When a callus develops a mass of dead cells in its center, it becomes a corn (heloma). Corns generally occur on the toes and balls of the feet. Calluses occur on the feet, hands, and any other part of the skin where friction is present.

Causes:

  • Factors outside the body that can cause calluses and corns from friction and stress
    • Ill-fitting shoes or socks
    • Bunching of socks or socks with seams by the toes
    • Manual labor
    • Not wearing shoes
    • Activities that increase stress applied to the skin of the hands and feet, such as athletic events
  • Factors within the body that may lead to the formation of corns and calluses
    • Bony prominences
    • Enlarged bursa or faulty foot function and structure

Symptoms:

  • Calluses :-
    • Thickening of skin without distinct borders
    • Most commonly on feet and hands over bony spots
    • Vary in color from white to gray-yellow, brown, or red
    • May be painless or tender
    • May throb or burn
  • Corns :-
    • Texture varies from dry, waxy, transparent to a horny mass
    • Distinct borders
    • Most common on feet
    • May be hard or soft
    • Usually painful

When Medical Care is Needed:

If home remedies fail to eliminate the corns and calluses and they continue to be painful or bothersome, consult your doctor. Anyone with diabetes or poor circulation should seek medical attention earlier because of a higher risk for infection.

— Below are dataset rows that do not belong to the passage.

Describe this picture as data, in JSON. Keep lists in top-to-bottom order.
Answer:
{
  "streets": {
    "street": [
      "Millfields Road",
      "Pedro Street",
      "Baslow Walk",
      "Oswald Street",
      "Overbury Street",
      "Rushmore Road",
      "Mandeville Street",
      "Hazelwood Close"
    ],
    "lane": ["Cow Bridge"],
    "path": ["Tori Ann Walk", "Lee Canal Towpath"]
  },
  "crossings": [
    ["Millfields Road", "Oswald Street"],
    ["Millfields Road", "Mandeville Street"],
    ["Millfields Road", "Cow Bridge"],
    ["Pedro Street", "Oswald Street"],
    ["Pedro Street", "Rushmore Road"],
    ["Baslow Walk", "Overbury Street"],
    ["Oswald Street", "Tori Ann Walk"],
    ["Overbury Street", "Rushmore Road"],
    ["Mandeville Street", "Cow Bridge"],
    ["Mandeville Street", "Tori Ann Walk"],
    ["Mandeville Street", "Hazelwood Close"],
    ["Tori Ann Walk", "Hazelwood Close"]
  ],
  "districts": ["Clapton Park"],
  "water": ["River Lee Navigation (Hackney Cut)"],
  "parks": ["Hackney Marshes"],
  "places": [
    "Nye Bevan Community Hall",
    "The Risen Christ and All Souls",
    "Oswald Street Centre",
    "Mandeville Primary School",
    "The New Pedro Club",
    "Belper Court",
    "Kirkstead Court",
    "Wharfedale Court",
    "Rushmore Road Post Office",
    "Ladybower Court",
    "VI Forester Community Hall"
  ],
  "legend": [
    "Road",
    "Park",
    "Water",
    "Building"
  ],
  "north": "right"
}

Normally, corns and calluses do not require emergency attention. These conditions, however, would need a visit to the hospital’s Emergency Department or doctor’s office:

  • Spreading redness around the sore
  • Puslike drainage from or around the sore
  • Increasing pain and swelling
  • Fever
  • Change in color of fingers or toes
  • Signs of gangrene (tissue decay)

Exams and Tests:

Diagnosis is almost always made by looking at the corn or callus. A biopsy with microscopic evaluation can be done. The doctor also may take x-rays of your feet or hands to look at underlying bony structures that may be the cause of the corns and calluses.

Treatment:

Self-Care at Home:-

  • Place protective covering or bandages over the sore to decrease friction on the skin until the sore heals.
  • Apply moisturizing agents such as lotions to dry calluses and corns.
  • Rub sandpaper disks or pumice stone over hard thickened regions.
  • Avoid stress to hands or feet by using gloves or changing shoes or socks.
  • Soak feet or hands in warm soapy water to soften corns and calluses.

Modern Medical Treatment:

  • Antibiotics for any infected corn or callus
  • Removal by surgical means or with keratolytic agents (medicines that break up hardened areas of skin)
  • Surgically removing areas of protruding bone where corns and calluses form
  • Shaving or cutting off the hardened area on the skin

A common method, often done by a podiatrist, is to shave the calluses down, and perhaps pad them.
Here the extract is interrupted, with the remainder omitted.